*Task details:* Recreate the listing that follows line for line, without pictures.

*Material provided:*
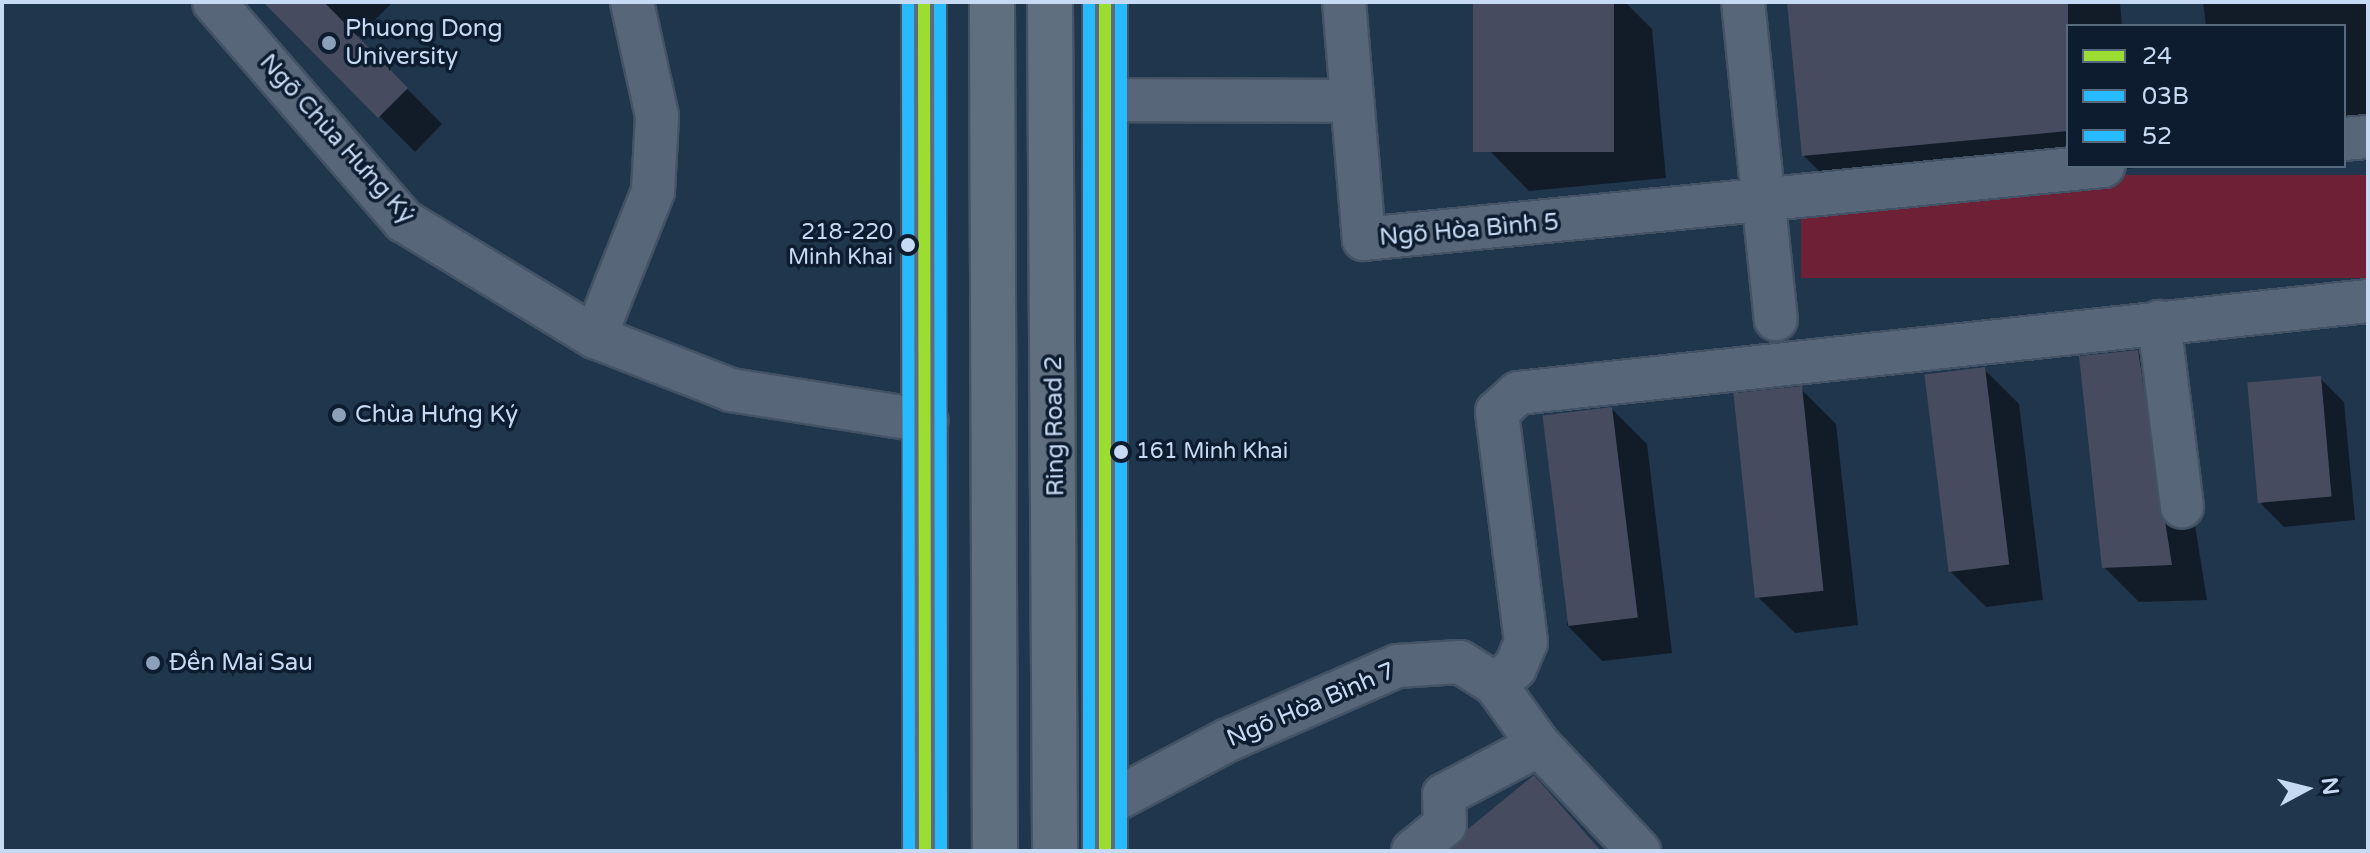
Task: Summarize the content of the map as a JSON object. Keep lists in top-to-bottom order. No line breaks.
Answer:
{"streets":{"highway":["Ring Road 2"],"street":["Ngõ Chùa Hưng Ký","Ngõ Hòa Bình 5","Ngõ Hòa Bình 7"]},"places":["Phuong Dong University","218-220 Minh Khai","Chùa Hưng Ký","161 Minh Khai","Đền Mai Sau"],"lines":["transit line 24","transit line 03B","transit line 52"],"legend":["24","03B","52"],"north":"right"}
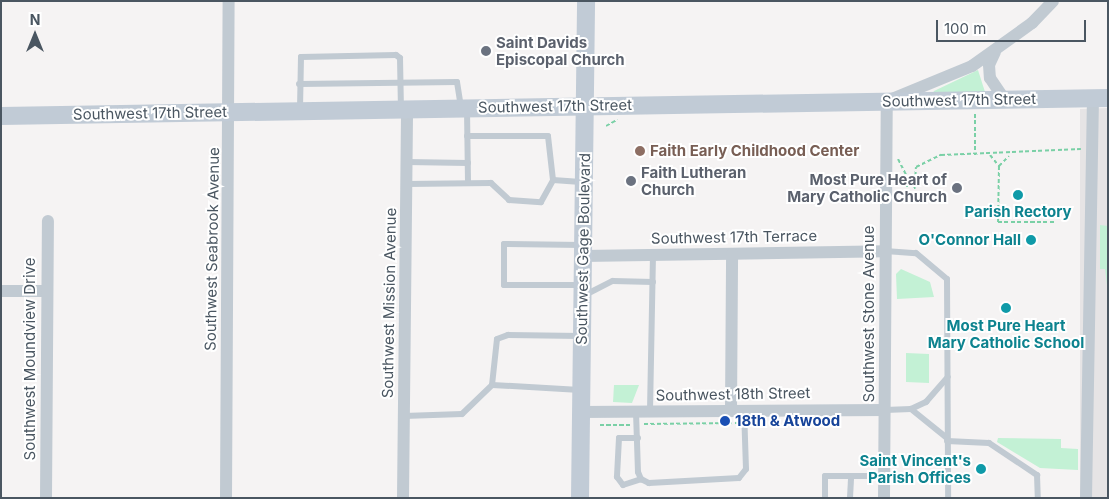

*Exercise solution:*
Task: Summarize the content of the map as a JSON object. Keep lists in top-to-bottom order. No line breaks.
Answer:
{"streets":{"highway":["Ring Road 2"],"street":["Ngõ Chùa Hưng Ký","Ngõ Hòa Bình 5","Ngõ Hòa Bình 7"]},"places":["Phuong Dong University","218-220 Minh Khai","Chùa Hưng Ký","161 Minh Khai","Đền Mai Sau"],"lines":["transit line 24","transit line 03B","transit line 52"],"legend":["24","03B","52"],"north":"right"}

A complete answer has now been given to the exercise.